What was Charlie Haughey supposed to do with the money that rolled in during his public life (leaving aside where it rolled in from)? Was he supposed to make an offer on a three-bed Donnycarney terraced house? Maybe get it pebbledashed? Splash out on a modest extension? A sliding patio door? A cobblelock driveway for the Toyota Corolla?
This is a serious question. How exactly, according to the rules of the snobby tastegauleiters, are modern Irish people, who happen to have money and the desire to express themselves, allowed to do it?
Why is it a sin to want a more beautiful house than the one you grew up in?
And what kind of craven, post-colonial self-distrust makes it all right to buy or hope to buy a villa in, say, Tuscany . . . a house which once belonged to a dominant class, and whose aesthetic is utterly distant from anyone Irish . . . but not all right to buy one of Ireland's own fine houses?
Even Olivia O'Leary, usually so wellbalanced, was at it. Charlie, she wrote, "needed to ape the belted earls". I don't know what a belted earl is, but Charlie wasn't aping anyone. Charlie had his own accent, his own interests and his own eclectic tastes which included putting an Irish pub into Abbeville and included the golden eagle and included a zest for the language of a gurrier and included a real interest in horseriding and included both bad and good art. CJH put his lifestyle together with a confidence more of us should display. You want aping, go down to the courts and listen to the fake British accents that a few years in the Law Library magically confer on Irish barristers.
Eddie Holt was at it, too. He lit into Charlie for getting a picture taken of himself in riding gear on a horse, looking as if he was posing for an equestrian statue.
But riding horses is a perfectly natural thing to do . . . rural Ireland is full of people who've always been knowledgeable about horses and think nothing of sprucing the horse and themselves up for a county show.
What should Charlie have done . . .
suppressed his love for horses so as not to infringe the mean rule that dictates that the only relationship someone from the Dublin working class should have with horses is to bet on them? Why? And what does Eddie Holt think Charlie should have worn on horseback? Jeans?
CJH also brought out a lower middle class prissiness in Matt Cooper. "Many found the public flaunting of his lifestyle . . .
the horses, the expensive clothes and fine dining . . . to be ostentatious. . ." Many who?
Not me, Matt. Listen, the man had millions to play with. You want him to eat fish fingers? Speaking for myself, I do as much fine dining as I possibly can and I would pay a fortune for my clothes if I had a fortune. Whence all this knee-jerk puritanism? And how come nobody points a finger at the Fine Gaelers in their beigecarpeted red-brick mansions in Shrewsbury Road and Palmerston Park?
How come nobody says it would become Enda Kenny to behave a bit more like Gandhi?
The point is that there are problems of style and taste in any society on its way out of plainness and poverty.
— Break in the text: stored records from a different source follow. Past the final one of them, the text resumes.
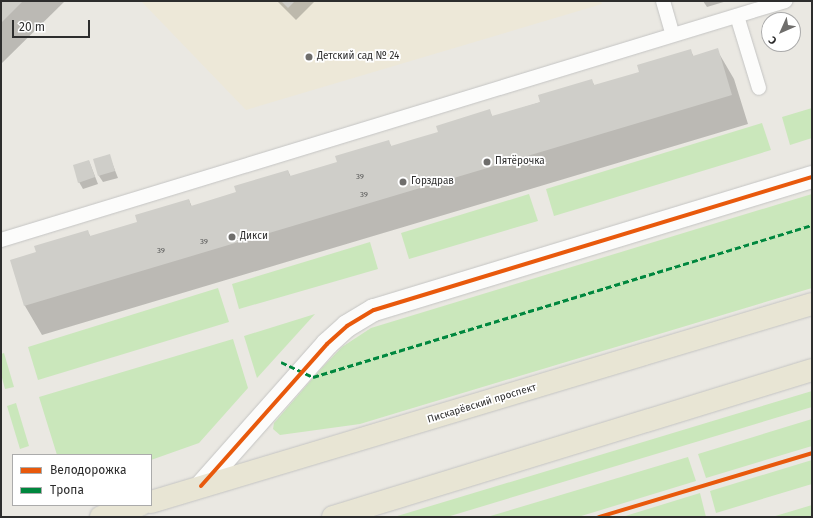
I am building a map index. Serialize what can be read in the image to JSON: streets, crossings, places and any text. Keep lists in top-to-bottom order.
{
  "streets": {
    "main road": ["Пискарёвский проспект"]
  },
  "places": [
    "Детский сад № 24",
    "Пятёрочка",
    "Горздрав",
    "Дикси"
  ],
  "house_numbers": [
    "39",
    "39",
    "39",
    "39"
  ],
  "legend": ["Велодорожка", "Тропа"],
  "scale_bar": "20 m",
  "north": "bottom left"
}
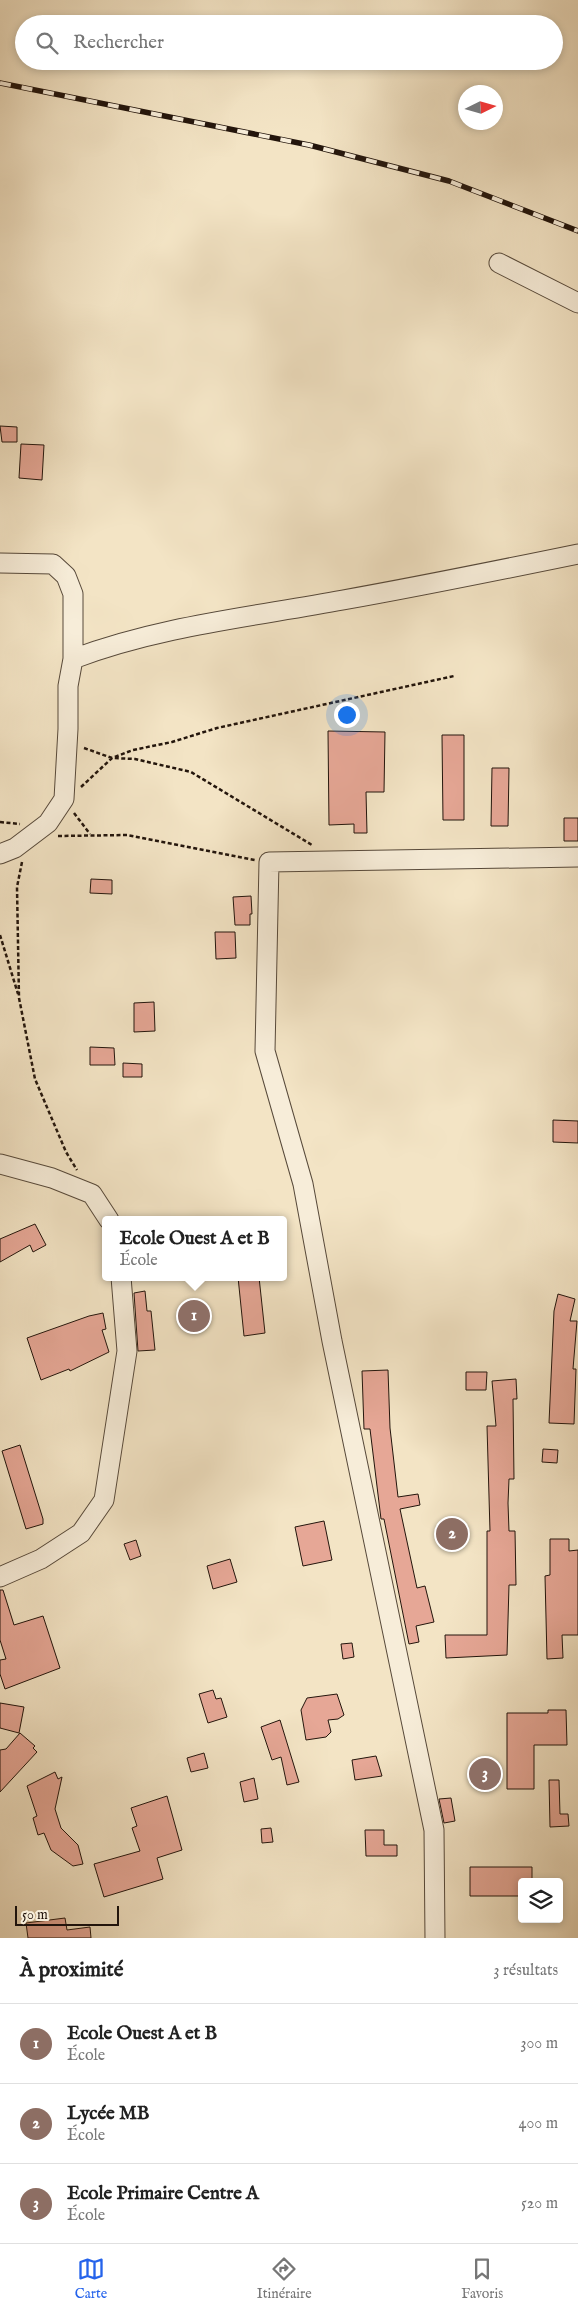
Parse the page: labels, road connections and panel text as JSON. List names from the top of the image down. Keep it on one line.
{"scale_bar":"50 m","north":"right","page":{"search":"Rechercher","popup":["Ecole Ouest A et B","École"],"pins":["1","2","3"],"scale":"50 m","heading":["À proximité","3 résultats"],"list":[{"mark":"1","name":"Ecole Ouest A et B","note":"École","value":"300 m"},{"mark":"2","name":"Lycée MB","note":"École","value":"400 m"},{"mark":"3","name":"Ecole Primaire Centre A","note":"École","value":"520 m"}],"nav":["Carte","Itinéraire","Favoris"]}}
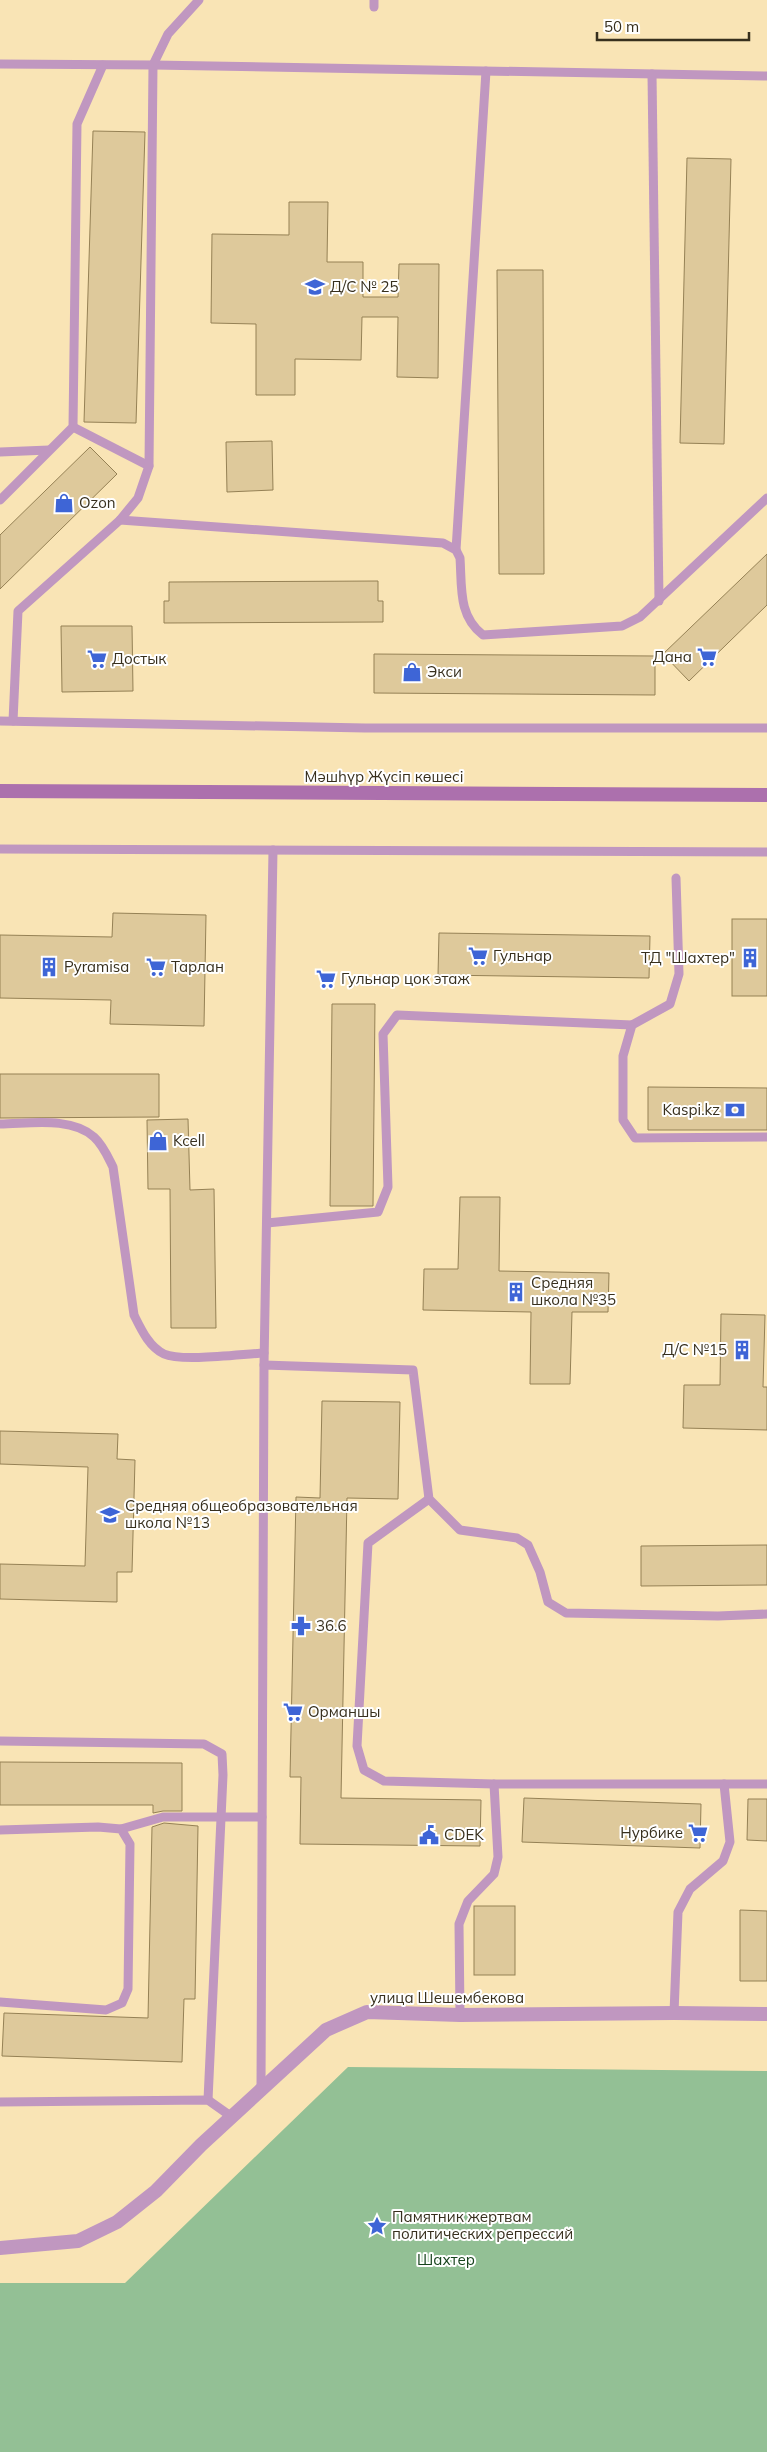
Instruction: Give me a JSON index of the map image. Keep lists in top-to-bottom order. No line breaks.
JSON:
{"streets":{"main road":["Мәшһүр Жүсіп көшесі"],"street":["улица Шешембекова"]},"parks":["Шахтер"],"places":{"school or university":["Д/С № 25","Средняя общеобразовательная школа №13"],"shop":["Ozon","Экси","Kcell"],"supermarket":["Дана","Достык","Гульнар","Тарлан","Гульнар цок этаж","Орманшы","Нурбике"],"building":["ТД \"Шахтер\"","Pyramisa","Средняя школа №35","Д/С №15"],"bank":["Kaspi.kz"],"pharmacy":["36.6"],"public building":["CDEK"],"place":["Памятник жертвам политических репрессий"]},"scale_bar":"50 m"}
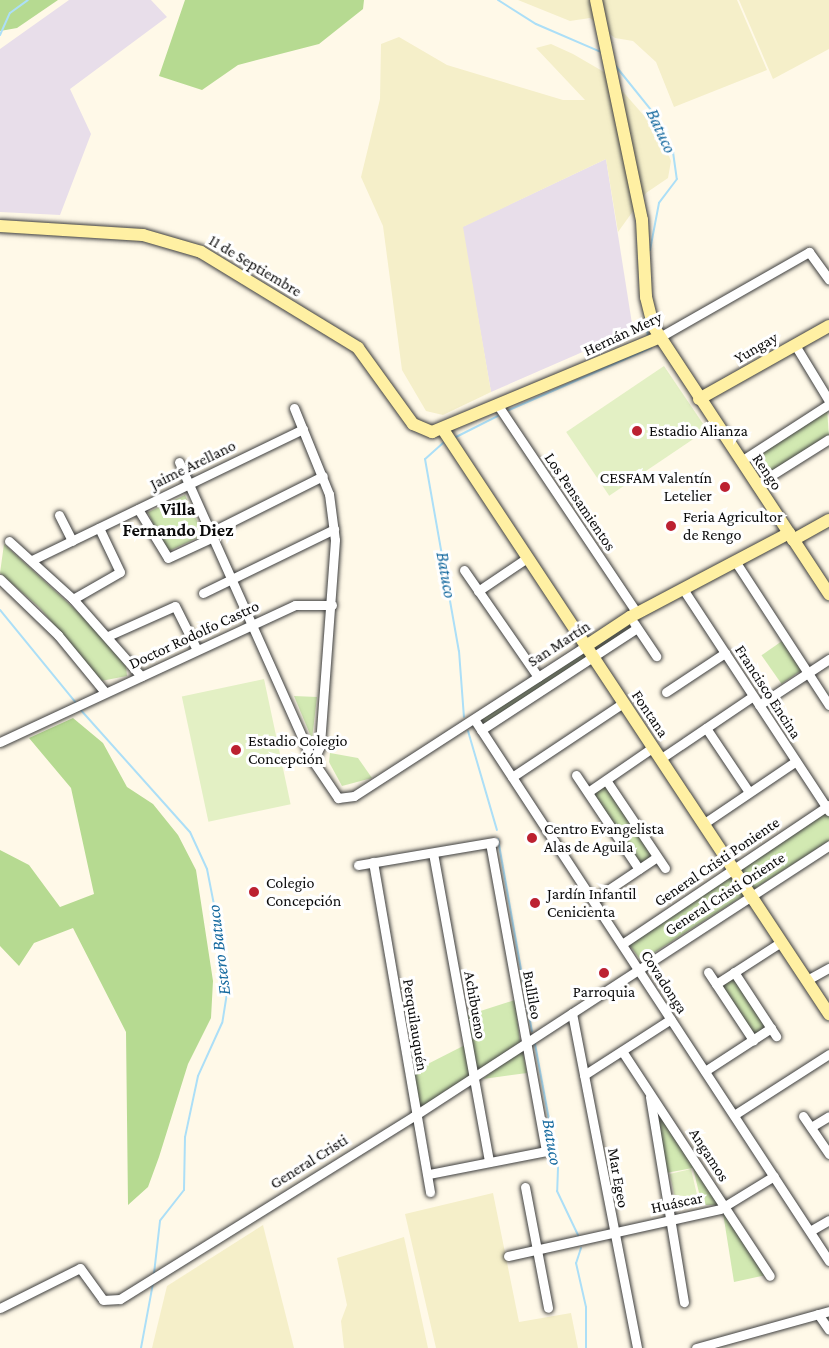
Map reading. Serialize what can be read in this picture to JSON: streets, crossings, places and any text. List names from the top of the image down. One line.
{"streets":{"street":["11 de Septiembre","Hernán Mery","Yungay","Jaime Arellano","Rengo","Los Pensamientos","Doctor Rodolfo Castro","San Martín","Francisco Encina","Fontana","General Cristi Poniente","General Cristi Oriente","Covadonga","Bullileo","Achibueno","Perquilauquén","Angamos","General Cristi","Mar Egeo","Huáscar"]},"crossings":[["11 de Septiembre","Hernán Mery"],["11 de Septiembre","Fontana"],["Hernán Mery","Rengo"],["Hernán Mery","Los Pensamientos"],["Hernán Mery","Fontana"],["Yungay","Rengo"],["Rengo","San Martín"],["Los Pensamientos","San Martín"],["San Martín","Francisco Encina"],["San Martín","Fontana"],["San Martín","Covadonga"],["Francisco Encina","General Cristi Poniente"],["Fontana","General Cristi Poniente"],["Fontana","General Cristi Oriente"],["General Cristi Poniente","Covadonga"],["General Cristi Oriente","Covadonga"],["General Cristi Oriente","General Cristi"],["Covadonga","General Cristi"],["Covadonga","Huáscar"],["Bullileo","Achibueno"],["Bullileo","General Cristi"],["Achibueno","General Cristi"],["Perquilauquén","General Cristi"],["Angamos","Huáscar"],["General Cristi","Mar Egeo"],["Mar Egeo","Huáscar"]],"districts":["Villa Fernando Diez"],"water":["Batuco","Estero Batuco"],"places":["Estadio Alianza","CESFAM Valentín Letelier","Feria Agricultor de Rengo","Estadio Colegio Concepción","Centro Evangelista Alas de Aguila","Colegio Concepción","Jardín Infantil Cenicienta","Parroquia"]}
The main thing, it seems to me, is to relish learning about food and drink and houses and the natural world and music and painting and design . . .
all the things from which you construct your daily environment . . . and then, according to what your resources are, to have the courage to make your footprint.
Give Charlie this much due . . . he didn't care when he was alive what people thought of him and he certainly doesn't care now. In the area of not caring what other people might think of his taste, he set, for once, a good example.